[Mpi3-ft] Persistent Communication & Sendrecv

Joshua Hursey jjhursey at open-mpi.org
Tue Aug 31 14:59:58 CDT 2010


I think I see what is getting confused. We are not changing MPI_Recv_init or MPI_Irecv from the current standard. So the status object is only available on a call to one of the completion functions.

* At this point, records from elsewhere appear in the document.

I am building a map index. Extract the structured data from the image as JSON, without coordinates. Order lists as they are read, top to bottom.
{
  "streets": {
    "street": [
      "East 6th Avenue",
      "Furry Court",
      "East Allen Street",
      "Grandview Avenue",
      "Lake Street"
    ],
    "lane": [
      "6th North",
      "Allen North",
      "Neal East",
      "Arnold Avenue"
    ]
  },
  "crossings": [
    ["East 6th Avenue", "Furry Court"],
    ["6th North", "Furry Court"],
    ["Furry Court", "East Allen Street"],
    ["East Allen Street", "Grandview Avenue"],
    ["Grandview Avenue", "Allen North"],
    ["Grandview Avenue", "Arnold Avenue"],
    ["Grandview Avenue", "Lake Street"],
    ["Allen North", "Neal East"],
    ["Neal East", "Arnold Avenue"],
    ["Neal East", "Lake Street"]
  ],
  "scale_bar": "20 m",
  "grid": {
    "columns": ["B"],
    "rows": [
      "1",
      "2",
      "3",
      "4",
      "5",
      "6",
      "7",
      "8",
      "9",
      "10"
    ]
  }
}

I was running with the assumption that if a process is known to be failed at the call to either of these functions then they will return MPI_ERR_IN_STATUS (even though these functions don't have a status object, this tells the user to call a completion call to access the status object). Further, if the process is not known to be failed until the call to MPI_Start{all}, then the start function would return MPI_ERR_IN_STATUS. Then the application should use one of the completion calls to access the error code from the returned status object.

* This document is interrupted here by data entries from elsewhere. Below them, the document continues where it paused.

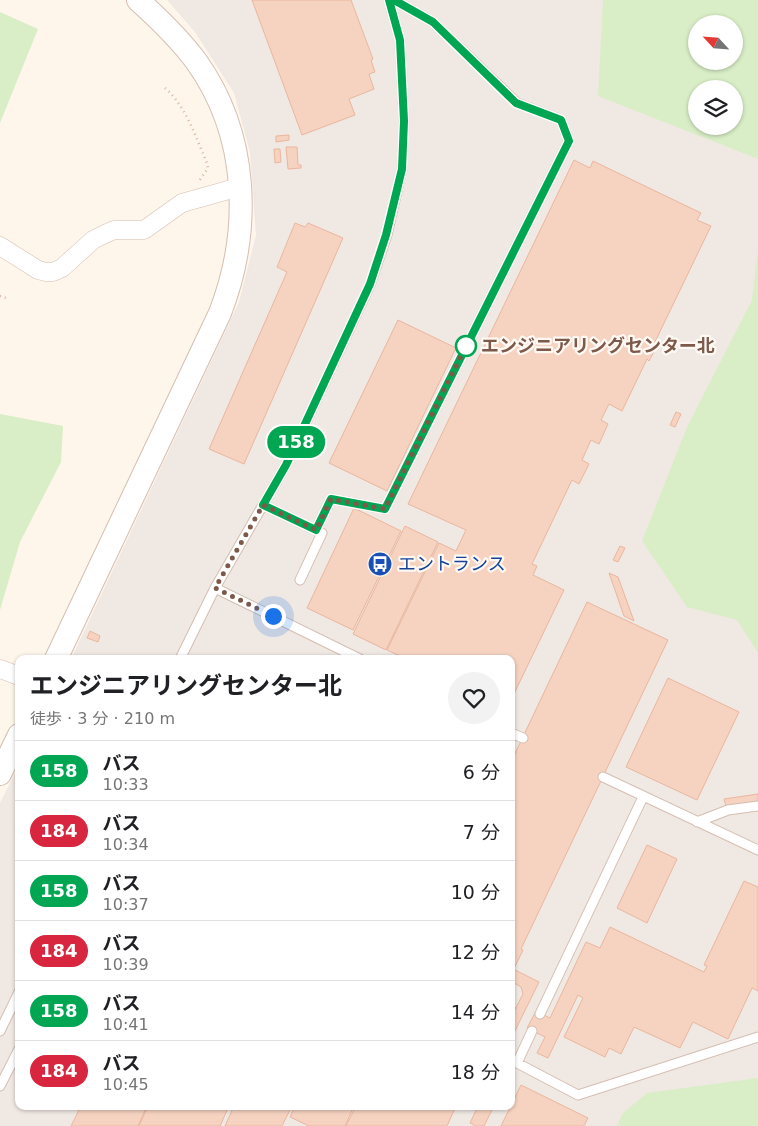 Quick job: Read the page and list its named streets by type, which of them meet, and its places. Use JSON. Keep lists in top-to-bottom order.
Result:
{
  "places": {
    "other": ["エンジニアリングセンター北"],
    "bus stop": ["エントランス"]
  },
  "lines": ["bus line 158"],
  "north": "top left",
  "page": {
    "on_map": "158",
    "heading": ["エンジニアリングセンター北", "徒歩 · 3 分 · 210 m"],
    "list": [
      {
        "mark": "158",
        "name": "バス",
        "note": "10:33",
        "value": "6 分"
      },
      {
        "mark": "184",
        "name": "バス",
        "note": "10:34",
        "value": "7 分"
      },
      {
        "mark": "158",
        "name": "バス",
        "note": "10:37",
        "value": "10 分"
      },
      {
        "mark": "184",
        "name": "バス",
        "note": "10:39",
        "value": "12 分"
      },
      {
        "mark": "158",
        "name": "バス",
        "note": "10:41",
        "value": "14 分"
      },
      {
        "mark": "184",
        "name": "バス",
        "note": "10:45",
        "value": "18 分"
      }
    ]
  }
}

Thinking about this some more and rereading the standard, both MPI_Irecv, MPI_Recv_init, MPI_Start{all} should return immediately since they are local operations. Their return code should -not- be determined by the other processes. I say this after reading the following sentence in the introduction to section 3.7:
"In all cases, the send start call is local: it returns immediately, irrespective of the status of other processes."

So for MPI_Startall, it will start all of the requests and return MPI_SUCCESS (unless one of the arguments is bad). It will not be until the user calls a completion function that they will be notified of an error, even if it was known at the time of the call to MPI_Startall.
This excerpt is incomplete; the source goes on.